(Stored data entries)
>>

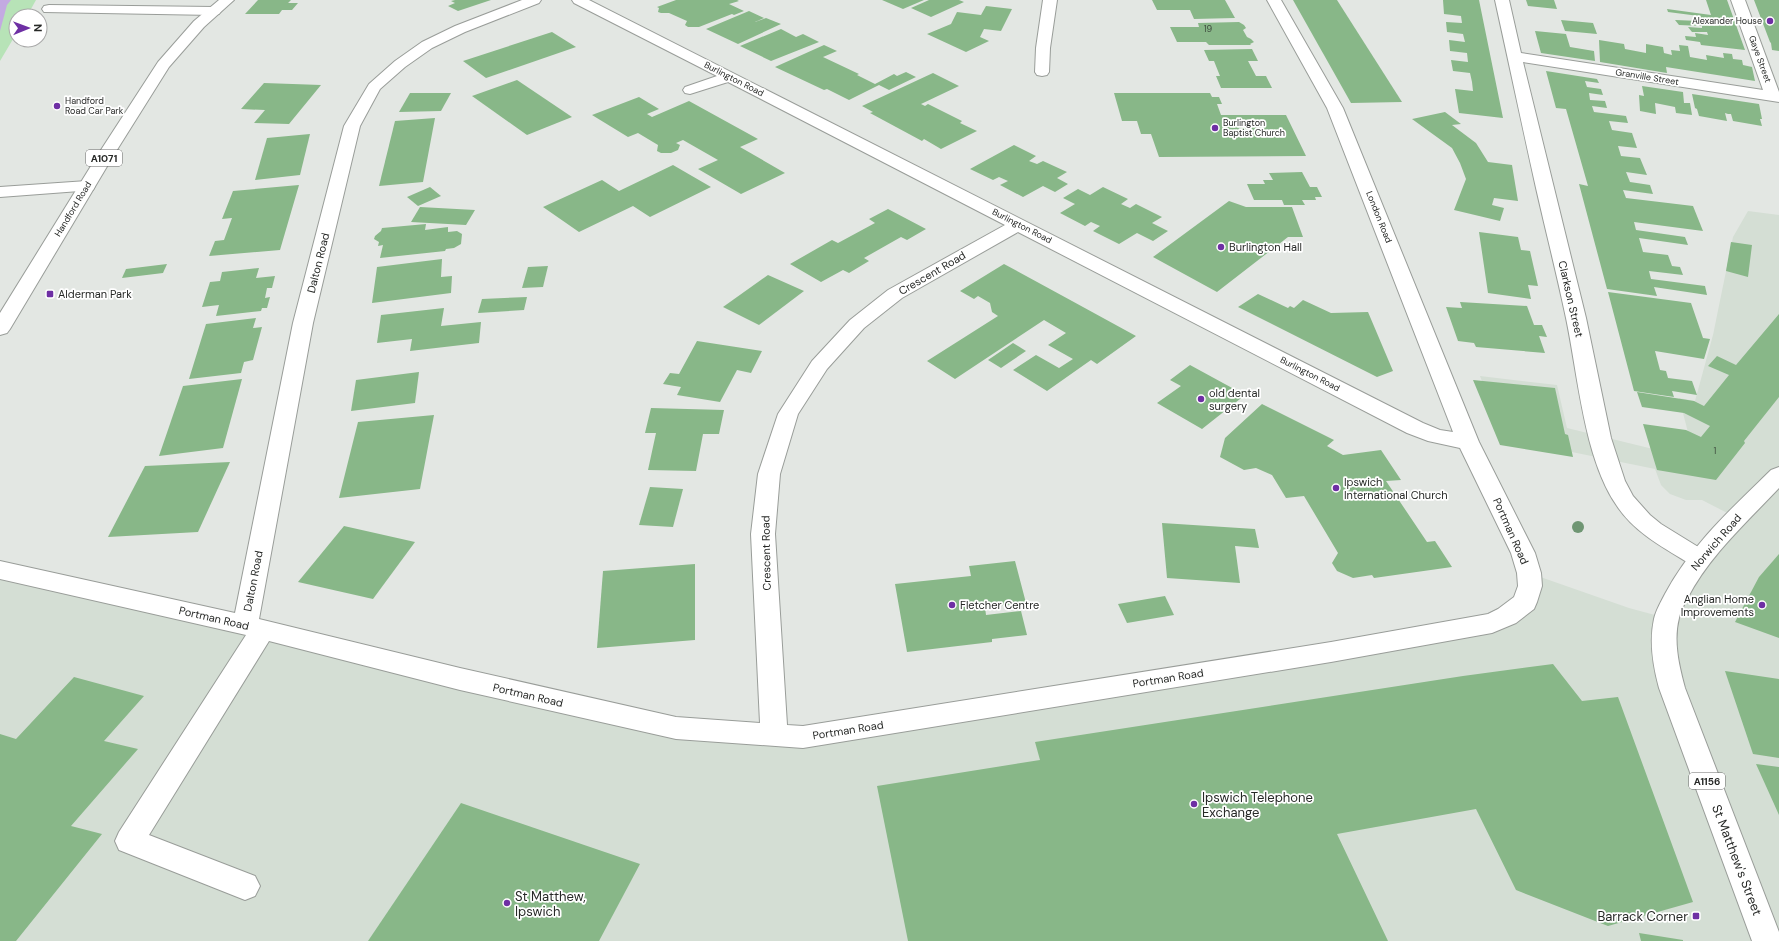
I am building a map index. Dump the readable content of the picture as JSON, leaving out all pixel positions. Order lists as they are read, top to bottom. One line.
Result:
{"streets":{"street":["Gaye Street","Granville Street","Burlington Road","A1071","Handford Road","London Road","Dalton Road","Crescent Road","Clarkson Street","Portman Road","Norwich Road","A1156","St Matthew's Street"]},"crossings":[["Gaye Street","Granville Street"],["Granville Street","Clarkson Street"],["Burlington Road","London Road"],["Burlington Road","Crescent Road"],["Burlington Road","Portman Road"],["London Road","Portman Road"],["Dalton Road","Portman Road"],["Crescent Road","Portman Road"],["Clarkson Street","Norwich Road"],["Norwich Road","St Matthew's Street"]],"places":{"other":["Alexander House","Handford Road Car Park","Burlington Baptist Church","Burlington Hall","old dental surgery","Ipswich International Church","Fletcher Centre","Anglian Home Improvements","Ipswich Telephone Exchange","St Matthew, Ipswich"],"transit":["Alderman Park","Barrack Corner"]},"house_numbers":["19","1"],"north":"right"}
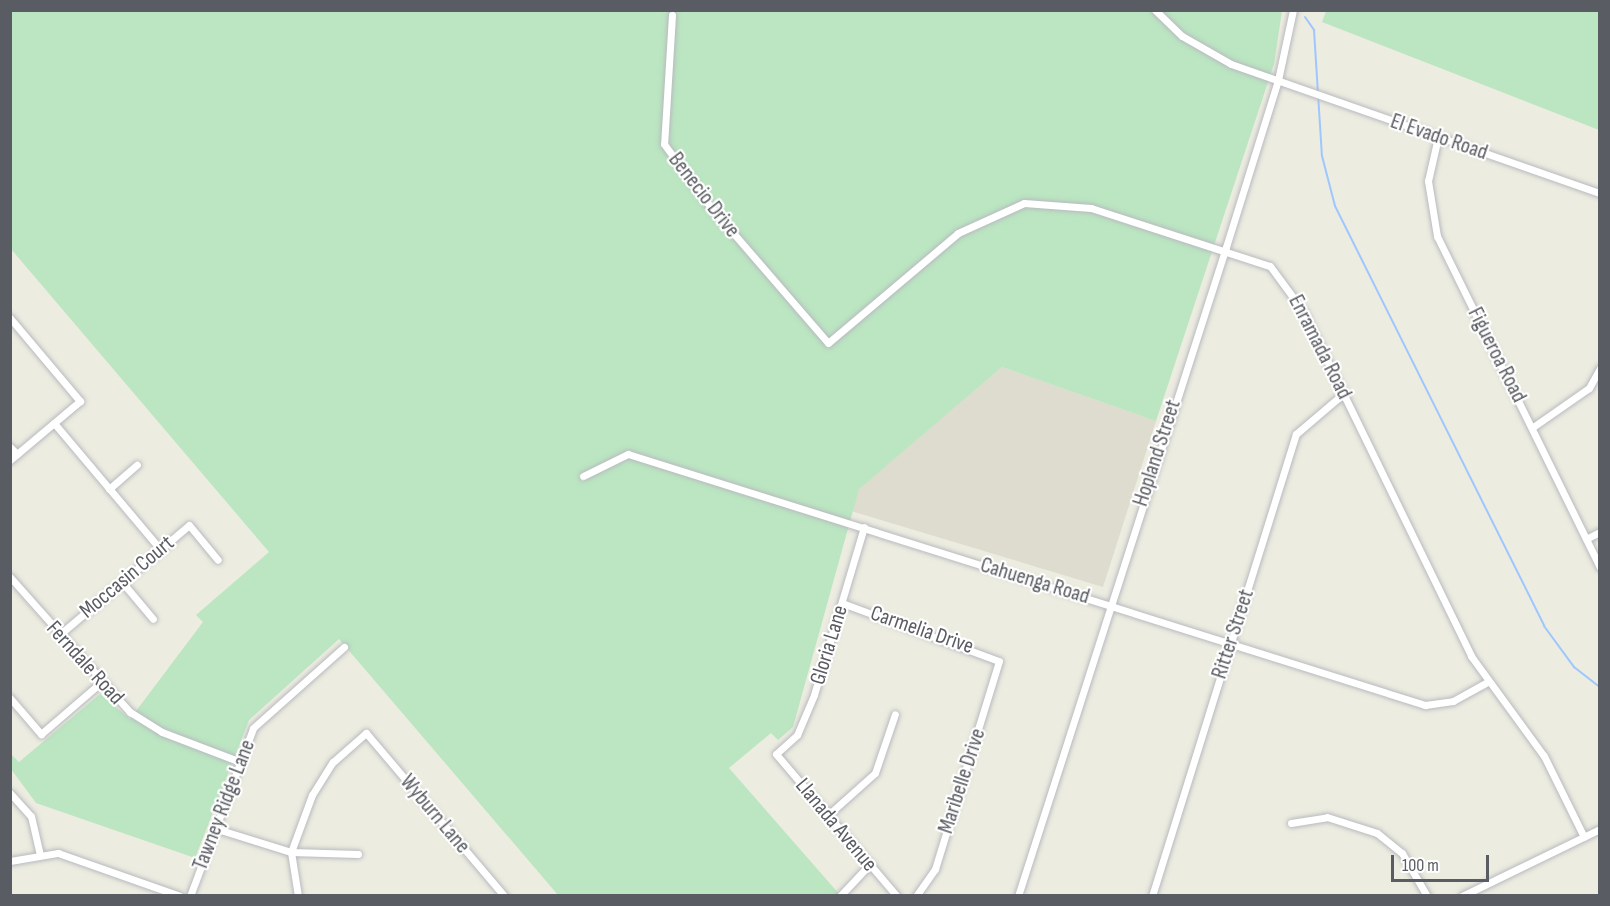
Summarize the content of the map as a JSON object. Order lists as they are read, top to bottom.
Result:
{
  "streets": {
    "street": [
      "El Evado Road",
      "Benecio Drive",
      "Enramada Road",
      "Figueroa Road",
      "Hopland Street",
      "Moccasin Court",
      "Cahuenga Road",
      "Carmelia Drive",
      "Ritter Street",
      "Gloria Lane",
      "Ferndale Road",
      "Maribelle Drive",
      "Tawney Ridge Lane",
      "Wyburn Lane",
      "Llanada Avenue"
    ]
  },
  "crossings": [
    ["El Evado Road", "Figueroa Road"],
    ["El Evado Road", "Hopland Street"],
    ["Benecio Drive", "Enramada Road"],
    ["Enramada Road", "Hopland Street"],
    ["Enramada Road", "Cahuenga Road"],
    ["Enramada Road", "Ritter Street"],
    ["Hopland Street", "Cahuenga Road"],
    ["Moccasin Court", "Ferndale Road"],
    ["Cahuenga Road", "Ritter Street"],
    ["Cahuenga Road", "Gloria Lane"],
    ["Carmelia Drive", "Gloria Lane"],
    ["Carmelia Drive", "Maribelle Drive"],
    ["Gloria Lane", "Llanada Avenue"],
    ["Ferndale Road", "Tawney Ridge Lane"]
  ],
  "scale_bar": "100 m"
}
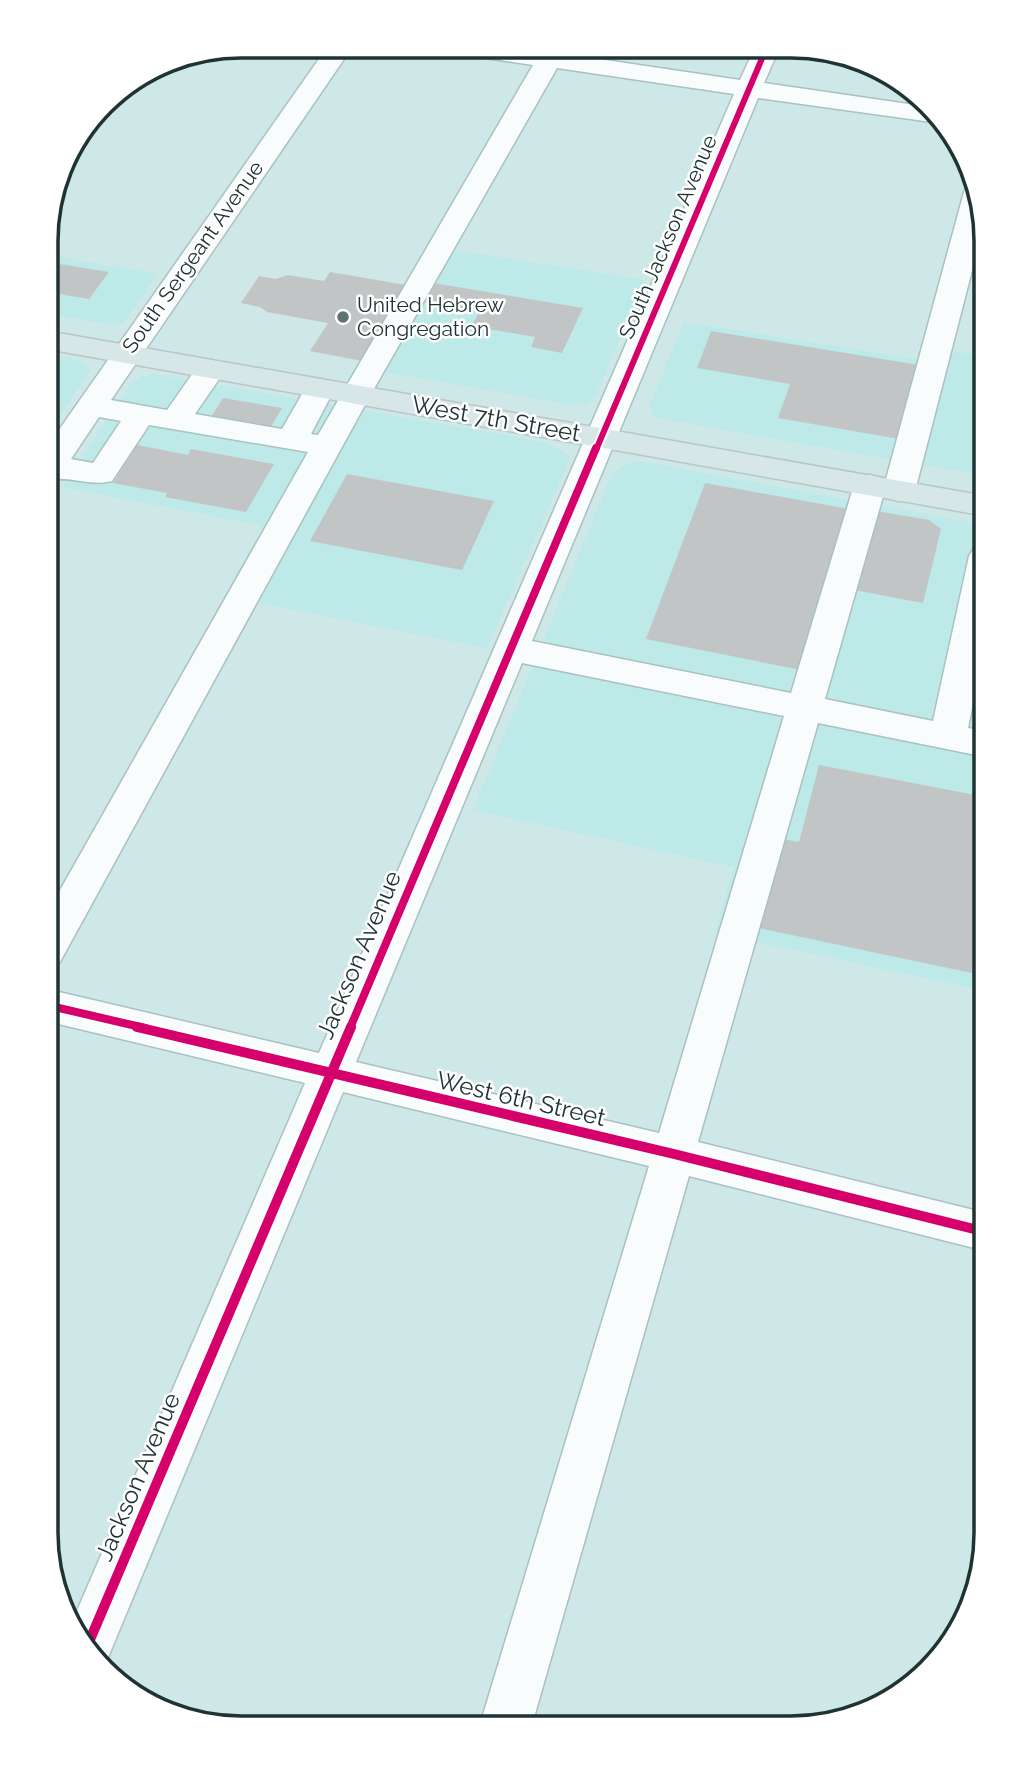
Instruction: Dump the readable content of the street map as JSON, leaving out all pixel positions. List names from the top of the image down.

<<

- **Task statement**
Please restate the entries word for word. Skip the pictures.

- **Answer for the task**
I am building a map index. Dump the readable content of the picture as JSON, leaving out all pixel positions. Order lists as they are read, top to bottom. One line.
Result:
{"streets":{"street":["Gaye Street","Granville Street","Burlington Road","A1071","Handford Road","London Road","Dalton Road","Crescent Road","Clarkson Street","Portman Road","Norwich Road","A1156","St Matthew's Street"]},"crossings":[["Gaye Street","Granville Street"],["Granville Street","Clarkson Street"],["Burlington Road","London Road"],["Burlington Road","Crescent Road"],["Burlington Road","Portman Road"],["London Road","Portman Road"],["Dalton Road","Portman Road"],["Crescent Road","Portman Road"],["Clarkson Street","Norwich Road"],["Norwich Road","St Matthew's Street"]],"places":{"other":["Alexander House","Handford Road Car Park","Burlington Baptist Church","Burlington Hall","old dental surgery","Ipswich International Church","Fletcher Centre","Anglian Home Improvements","Ipswich Telephone Exchange","St Matthew, Ipswich"],"transit":["Alderman Park","Barrack Corner"]},"house_numbers":["19","1"],"north":"right"}
Summarize the content of the map as a JSON object. Order lists as they are read, top to bottom.
Result:
{
  "streets": {
    "street": [
      "El Evado Road",
      "Benecio Drive",
      "Enramada Road",
      "Figueroa Road",
      "Hopland Street",
      "Moccasin Court",
      "Cahuenga Road",
      "Carmelia Drive",
      "Ritter Street",
      "Gloria Lane",
      "Ferndale Road",
      "Maribelle Drive",
      "Tawney Ridge Lane",
      "Wyburn Lane",
      "Llanada Avenue"
    ]
  },
  "crossings": [
    ["El Evado Road", "Figueroa Road"],
    ["El Evado Road", "Hopland Street"],
    ["Benecio Drive", "Enramada Road"],
    ["Enramada Road", "Hopland Street"],
    ["Enramada Road", "Cahuenga Road"],
    ["Enramada Road", "Ritter Street"],
    ["Hopland Street", "Cahuenga Road"],
    ["Moccasin Court", "Ferndale Road"],
    ["Cahuenga Road", "Ritter Street"],
    ["Cahuenga Road", "Gloria Lane"],
    ["Carmelia Drive", "Gloria Lane"],
    ["Carmelia Drive", "Maribelle Drive"],
    ["Gloria Lane", "Llanada Avenue"],
    ["Ferndale Road", "Tawney Ridge Lane"]
  ],
  "scale_bar": "100 m"
}
Instruction: Dump the readable content of the street map as JSON, leaving out all pixel positions. List names from the top of the image down.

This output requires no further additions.